For patients with relapsed or refractory follicular lymphoma who have exhausted multiple prior therapies, these data offer a realistic basis for hope. A therapy that can produce durable remissions lasting five years or longer—with more than half of patients alive and treatment-free at data cutoff—represents a meaningful advance.

For treating physicians, the findings support consideration of axi-cel for appropriate patients, particularly those with POD24 or multiply relapsed disease where conventional options offer limited durability. The manageable long-term safety profile, absence of new late toxicity signals, and the correlation between early CAR T-cell expansion and durable benefit all inform clinical decision-making.

Looking Ahead

The ZUMA-5 five-year follow-up adds to a growing body of evidence that CAR T-cell therapy can fundamentally alter the disease course for patients with indolent lymphoma. Ongoing research continues to explore optimization strategies, earlier use in the treatment sequence, and approaches to enhance the durability of responses for patients who relapse.

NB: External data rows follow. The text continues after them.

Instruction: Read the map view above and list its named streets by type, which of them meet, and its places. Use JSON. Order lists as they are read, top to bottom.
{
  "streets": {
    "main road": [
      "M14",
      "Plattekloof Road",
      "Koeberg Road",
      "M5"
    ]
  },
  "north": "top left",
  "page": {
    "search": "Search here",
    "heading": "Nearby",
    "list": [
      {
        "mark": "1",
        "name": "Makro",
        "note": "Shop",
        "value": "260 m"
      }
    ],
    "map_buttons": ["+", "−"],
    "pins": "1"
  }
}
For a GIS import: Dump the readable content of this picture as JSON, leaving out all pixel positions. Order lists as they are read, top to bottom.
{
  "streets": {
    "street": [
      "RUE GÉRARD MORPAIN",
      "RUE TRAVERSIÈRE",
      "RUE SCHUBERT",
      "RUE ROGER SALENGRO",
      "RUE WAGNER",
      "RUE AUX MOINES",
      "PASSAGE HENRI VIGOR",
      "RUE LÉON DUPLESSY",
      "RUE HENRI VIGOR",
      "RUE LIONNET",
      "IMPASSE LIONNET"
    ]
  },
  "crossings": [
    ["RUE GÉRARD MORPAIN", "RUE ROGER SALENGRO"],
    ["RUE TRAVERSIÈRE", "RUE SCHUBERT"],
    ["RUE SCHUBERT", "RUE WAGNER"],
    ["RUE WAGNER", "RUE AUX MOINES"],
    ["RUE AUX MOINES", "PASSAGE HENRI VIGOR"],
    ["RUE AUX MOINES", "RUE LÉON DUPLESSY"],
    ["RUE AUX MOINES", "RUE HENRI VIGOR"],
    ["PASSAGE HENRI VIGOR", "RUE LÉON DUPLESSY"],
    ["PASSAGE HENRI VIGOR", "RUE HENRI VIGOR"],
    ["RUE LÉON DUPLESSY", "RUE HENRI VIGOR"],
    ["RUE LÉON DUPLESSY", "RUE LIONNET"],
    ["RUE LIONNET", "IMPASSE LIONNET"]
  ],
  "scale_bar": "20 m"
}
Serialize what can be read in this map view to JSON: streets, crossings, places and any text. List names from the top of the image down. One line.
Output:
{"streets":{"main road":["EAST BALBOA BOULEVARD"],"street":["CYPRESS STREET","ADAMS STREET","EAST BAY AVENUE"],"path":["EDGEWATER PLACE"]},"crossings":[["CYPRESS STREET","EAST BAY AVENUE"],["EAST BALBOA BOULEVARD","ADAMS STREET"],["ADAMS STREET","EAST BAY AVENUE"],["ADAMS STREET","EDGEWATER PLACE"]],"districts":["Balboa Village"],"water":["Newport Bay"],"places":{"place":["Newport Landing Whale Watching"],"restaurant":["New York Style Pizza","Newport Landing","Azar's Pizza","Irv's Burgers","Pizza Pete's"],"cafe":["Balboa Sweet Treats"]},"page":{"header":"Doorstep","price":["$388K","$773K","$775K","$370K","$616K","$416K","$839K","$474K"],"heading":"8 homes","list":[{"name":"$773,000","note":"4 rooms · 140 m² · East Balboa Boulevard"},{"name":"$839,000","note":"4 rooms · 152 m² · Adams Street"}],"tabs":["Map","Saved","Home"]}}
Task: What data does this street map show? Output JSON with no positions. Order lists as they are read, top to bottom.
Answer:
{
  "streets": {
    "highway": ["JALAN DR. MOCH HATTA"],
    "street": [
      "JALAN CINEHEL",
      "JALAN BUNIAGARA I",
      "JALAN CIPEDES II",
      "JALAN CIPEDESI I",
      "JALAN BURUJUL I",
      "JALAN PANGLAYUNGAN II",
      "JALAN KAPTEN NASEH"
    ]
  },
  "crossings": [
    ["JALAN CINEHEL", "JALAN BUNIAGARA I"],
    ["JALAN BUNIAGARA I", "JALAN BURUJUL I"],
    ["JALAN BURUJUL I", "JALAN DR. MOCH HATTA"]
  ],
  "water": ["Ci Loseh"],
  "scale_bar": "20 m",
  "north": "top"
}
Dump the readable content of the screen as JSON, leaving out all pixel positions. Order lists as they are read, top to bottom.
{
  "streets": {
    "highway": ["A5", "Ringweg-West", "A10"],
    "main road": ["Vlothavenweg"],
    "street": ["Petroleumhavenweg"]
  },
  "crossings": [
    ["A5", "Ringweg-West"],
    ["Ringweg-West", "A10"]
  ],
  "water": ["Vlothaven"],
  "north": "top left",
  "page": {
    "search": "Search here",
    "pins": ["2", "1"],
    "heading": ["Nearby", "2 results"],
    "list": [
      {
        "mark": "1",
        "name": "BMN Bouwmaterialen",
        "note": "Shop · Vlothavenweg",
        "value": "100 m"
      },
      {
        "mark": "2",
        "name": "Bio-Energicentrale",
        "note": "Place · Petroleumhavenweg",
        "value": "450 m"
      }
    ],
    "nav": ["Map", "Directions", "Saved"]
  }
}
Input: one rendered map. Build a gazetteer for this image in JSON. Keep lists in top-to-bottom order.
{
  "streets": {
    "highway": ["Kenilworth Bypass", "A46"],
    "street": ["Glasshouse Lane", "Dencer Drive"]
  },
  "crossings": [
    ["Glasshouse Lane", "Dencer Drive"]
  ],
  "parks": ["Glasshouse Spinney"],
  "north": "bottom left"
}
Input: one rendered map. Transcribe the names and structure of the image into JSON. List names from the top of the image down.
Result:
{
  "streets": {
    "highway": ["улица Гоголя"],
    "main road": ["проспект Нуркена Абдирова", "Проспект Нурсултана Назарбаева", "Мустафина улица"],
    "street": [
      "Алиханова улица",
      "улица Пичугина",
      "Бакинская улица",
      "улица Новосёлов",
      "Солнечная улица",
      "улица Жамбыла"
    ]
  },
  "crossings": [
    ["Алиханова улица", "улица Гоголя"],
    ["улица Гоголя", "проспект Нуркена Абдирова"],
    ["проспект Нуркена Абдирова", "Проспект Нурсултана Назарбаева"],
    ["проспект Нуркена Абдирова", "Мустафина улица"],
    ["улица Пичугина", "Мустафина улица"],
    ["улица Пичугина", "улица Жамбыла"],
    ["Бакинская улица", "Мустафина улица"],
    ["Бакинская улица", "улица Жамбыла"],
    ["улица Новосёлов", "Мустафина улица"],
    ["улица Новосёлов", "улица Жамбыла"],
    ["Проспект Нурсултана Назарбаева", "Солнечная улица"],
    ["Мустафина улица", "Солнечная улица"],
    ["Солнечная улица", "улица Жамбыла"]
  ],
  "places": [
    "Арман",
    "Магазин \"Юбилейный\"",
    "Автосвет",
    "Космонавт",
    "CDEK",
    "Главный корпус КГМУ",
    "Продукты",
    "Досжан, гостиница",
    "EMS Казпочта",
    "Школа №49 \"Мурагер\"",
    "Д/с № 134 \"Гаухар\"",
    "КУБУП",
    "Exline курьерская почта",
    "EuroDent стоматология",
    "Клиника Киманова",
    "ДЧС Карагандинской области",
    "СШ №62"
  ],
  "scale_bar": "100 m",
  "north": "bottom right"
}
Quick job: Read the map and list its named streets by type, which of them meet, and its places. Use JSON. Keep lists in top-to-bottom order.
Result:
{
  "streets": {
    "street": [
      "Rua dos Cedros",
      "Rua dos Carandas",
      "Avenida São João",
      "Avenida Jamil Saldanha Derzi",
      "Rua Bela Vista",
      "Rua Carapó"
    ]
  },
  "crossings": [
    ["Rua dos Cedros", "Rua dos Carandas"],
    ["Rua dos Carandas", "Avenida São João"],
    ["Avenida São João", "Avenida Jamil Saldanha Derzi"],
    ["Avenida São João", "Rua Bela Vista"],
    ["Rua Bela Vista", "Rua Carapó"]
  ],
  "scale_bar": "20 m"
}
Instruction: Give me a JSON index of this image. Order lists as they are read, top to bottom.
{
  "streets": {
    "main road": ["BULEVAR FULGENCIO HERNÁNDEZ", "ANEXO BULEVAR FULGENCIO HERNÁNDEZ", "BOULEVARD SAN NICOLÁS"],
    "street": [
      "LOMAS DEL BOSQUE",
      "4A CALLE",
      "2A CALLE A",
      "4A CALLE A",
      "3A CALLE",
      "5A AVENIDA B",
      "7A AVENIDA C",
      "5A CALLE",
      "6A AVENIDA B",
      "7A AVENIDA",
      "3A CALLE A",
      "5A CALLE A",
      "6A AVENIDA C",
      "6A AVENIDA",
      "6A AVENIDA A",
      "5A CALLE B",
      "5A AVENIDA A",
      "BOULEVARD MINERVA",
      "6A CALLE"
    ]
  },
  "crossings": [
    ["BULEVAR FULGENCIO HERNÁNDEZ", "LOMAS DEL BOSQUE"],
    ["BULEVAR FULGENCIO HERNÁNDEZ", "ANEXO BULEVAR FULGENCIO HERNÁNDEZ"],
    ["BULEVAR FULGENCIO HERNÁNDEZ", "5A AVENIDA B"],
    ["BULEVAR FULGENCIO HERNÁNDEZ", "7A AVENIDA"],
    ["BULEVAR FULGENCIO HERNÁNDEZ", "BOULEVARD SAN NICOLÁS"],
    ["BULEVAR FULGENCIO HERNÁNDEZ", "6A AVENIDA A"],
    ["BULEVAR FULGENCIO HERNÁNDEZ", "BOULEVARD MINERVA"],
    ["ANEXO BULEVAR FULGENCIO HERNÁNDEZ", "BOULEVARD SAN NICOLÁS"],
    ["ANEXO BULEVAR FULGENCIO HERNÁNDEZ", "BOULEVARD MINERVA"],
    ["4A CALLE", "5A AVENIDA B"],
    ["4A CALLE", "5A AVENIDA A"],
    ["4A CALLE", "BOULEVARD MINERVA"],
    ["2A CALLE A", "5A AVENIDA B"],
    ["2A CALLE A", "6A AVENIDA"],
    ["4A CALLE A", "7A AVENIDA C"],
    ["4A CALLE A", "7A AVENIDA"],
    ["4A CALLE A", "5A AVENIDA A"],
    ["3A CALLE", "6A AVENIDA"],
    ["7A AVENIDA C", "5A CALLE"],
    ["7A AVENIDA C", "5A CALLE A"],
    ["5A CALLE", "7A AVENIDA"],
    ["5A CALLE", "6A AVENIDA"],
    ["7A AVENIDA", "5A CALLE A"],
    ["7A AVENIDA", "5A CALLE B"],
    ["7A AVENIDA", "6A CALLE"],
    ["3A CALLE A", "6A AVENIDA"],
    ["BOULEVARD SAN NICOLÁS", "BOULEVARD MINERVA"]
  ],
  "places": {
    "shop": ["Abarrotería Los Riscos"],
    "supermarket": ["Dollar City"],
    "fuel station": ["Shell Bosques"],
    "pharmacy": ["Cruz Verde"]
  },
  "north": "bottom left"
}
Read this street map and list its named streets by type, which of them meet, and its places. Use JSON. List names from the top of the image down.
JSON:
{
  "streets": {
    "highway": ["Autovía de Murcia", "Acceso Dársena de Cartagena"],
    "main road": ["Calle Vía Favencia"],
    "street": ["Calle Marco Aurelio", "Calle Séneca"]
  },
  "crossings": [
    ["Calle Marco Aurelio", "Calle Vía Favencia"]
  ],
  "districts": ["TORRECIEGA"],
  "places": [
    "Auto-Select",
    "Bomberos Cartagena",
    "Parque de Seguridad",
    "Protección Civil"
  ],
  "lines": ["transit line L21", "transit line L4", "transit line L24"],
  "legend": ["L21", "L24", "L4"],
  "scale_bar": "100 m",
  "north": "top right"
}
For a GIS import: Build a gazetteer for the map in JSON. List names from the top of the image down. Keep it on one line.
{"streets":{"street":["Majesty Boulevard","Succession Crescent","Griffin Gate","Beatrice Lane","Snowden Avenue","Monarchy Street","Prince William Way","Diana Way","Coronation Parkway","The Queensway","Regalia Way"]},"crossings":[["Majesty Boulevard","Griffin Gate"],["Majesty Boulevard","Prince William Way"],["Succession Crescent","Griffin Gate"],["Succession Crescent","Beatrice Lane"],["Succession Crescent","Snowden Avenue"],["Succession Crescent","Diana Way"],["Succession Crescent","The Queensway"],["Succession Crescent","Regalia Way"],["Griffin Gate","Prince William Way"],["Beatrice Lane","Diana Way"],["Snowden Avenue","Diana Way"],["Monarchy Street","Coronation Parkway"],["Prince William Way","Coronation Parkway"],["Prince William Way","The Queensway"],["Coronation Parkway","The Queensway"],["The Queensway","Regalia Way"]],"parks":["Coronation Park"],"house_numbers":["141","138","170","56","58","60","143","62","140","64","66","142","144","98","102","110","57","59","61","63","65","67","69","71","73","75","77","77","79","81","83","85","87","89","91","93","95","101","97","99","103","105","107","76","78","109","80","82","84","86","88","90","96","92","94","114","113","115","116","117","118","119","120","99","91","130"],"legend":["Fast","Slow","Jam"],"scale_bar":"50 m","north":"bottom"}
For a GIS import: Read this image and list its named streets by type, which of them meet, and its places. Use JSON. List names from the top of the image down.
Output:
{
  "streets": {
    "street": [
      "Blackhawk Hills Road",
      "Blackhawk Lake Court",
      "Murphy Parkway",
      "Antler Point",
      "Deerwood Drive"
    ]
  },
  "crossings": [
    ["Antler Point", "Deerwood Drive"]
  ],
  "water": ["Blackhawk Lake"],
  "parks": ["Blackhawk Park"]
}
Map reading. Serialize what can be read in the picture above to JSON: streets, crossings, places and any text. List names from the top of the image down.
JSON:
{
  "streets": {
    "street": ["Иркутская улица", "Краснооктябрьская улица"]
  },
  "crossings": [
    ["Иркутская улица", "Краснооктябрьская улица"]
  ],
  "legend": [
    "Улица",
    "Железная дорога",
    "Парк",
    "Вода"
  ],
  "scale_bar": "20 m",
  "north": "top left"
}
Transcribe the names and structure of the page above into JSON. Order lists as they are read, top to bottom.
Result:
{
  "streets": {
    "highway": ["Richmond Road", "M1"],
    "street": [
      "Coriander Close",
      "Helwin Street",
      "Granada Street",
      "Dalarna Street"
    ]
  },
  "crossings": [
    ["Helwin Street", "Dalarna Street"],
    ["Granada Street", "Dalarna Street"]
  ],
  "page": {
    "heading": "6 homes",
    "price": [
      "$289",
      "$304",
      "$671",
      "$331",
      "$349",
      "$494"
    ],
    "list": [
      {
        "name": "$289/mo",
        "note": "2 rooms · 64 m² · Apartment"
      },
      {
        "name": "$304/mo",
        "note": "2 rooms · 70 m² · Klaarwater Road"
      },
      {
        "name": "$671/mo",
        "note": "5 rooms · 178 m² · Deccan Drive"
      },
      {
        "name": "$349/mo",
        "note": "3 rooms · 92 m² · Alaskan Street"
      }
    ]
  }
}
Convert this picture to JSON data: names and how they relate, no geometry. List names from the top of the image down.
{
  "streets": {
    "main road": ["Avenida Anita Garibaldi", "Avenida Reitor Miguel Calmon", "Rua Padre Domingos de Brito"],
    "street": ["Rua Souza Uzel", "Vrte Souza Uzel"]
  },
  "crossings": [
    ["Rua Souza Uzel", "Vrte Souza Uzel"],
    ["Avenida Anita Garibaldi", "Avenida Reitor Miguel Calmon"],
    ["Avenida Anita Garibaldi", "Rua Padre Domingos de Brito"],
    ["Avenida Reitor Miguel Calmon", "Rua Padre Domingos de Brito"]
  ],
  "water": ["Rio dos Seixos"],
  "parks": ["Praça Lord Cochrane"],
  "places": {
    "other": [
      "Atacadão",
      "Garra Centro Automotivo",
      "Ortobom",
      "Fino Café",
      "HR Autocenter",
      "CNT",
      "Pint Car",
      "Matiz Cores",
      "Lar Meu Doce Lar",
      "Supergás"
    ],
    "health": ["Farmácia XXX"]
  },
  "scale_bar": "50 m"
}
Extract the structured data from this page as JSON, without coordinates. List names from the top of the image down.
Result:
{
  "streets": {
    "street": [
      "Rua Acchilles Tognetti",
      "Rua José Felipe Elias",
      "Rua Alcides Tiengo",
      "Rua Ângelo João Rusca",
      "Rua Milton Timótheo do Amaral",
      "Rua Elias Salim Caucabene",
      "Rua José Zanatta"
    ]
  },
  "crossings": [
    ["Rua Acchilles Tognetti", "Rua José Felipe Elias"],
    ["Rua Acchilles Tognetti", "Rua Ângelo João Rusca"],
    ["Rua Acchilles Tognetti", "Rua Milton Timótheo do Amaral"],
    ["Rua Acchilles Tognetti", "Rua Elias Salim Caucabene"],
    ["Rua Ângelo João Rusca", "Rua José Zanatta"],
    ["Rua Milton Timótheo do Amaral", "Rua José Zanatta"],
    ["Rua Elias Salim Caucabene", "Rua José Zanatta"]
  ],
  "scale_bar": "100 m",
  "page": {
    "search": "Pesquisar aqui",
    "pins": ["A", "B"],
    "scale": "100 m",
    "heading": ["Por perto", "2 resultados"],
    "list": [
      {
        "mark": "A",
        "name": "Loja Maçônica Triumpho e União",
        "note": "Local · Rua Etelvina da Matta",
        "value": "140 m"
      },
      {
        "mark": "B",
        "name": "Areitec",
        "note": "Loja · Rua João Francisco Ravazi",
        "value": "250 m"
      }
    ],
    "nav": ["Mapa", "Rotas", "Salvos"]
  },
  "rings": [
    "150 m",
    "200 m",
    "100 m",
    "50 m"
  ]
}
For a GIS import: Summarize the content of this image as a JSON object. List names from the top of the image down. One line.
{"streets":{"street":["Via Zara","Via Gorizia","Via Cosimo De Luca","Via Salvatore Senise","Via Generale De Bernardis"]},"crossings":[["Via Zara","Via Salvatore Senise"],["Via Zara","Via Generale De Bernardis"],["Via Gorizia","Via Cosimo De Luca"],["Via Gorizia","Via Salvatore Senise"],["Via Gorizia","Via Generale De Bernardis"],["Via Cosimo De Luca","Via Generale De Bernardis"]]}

For a disease historically characterized by repeated remissions and relapses, the emergence of a plateau in lymphoma-specific outcomes—with rare events beyond 30 months—suggests that for a substantial proportion of patients, a single CAR T-cell infusion may provide lasting disease control.

This case study summarizes findings from: Neelapu SS, et al. "Five-Year Follow-Up Analysis of ZUMA-5: Axicabtagene Ciloleucel in Relapsed/Refractory Indolent Non-Hodgkin Lymphoma." Journal of Clinical Oncology. 2025;43(33). Clinical trial: NCT03105336. Study supported by Kite, a Gilead Company.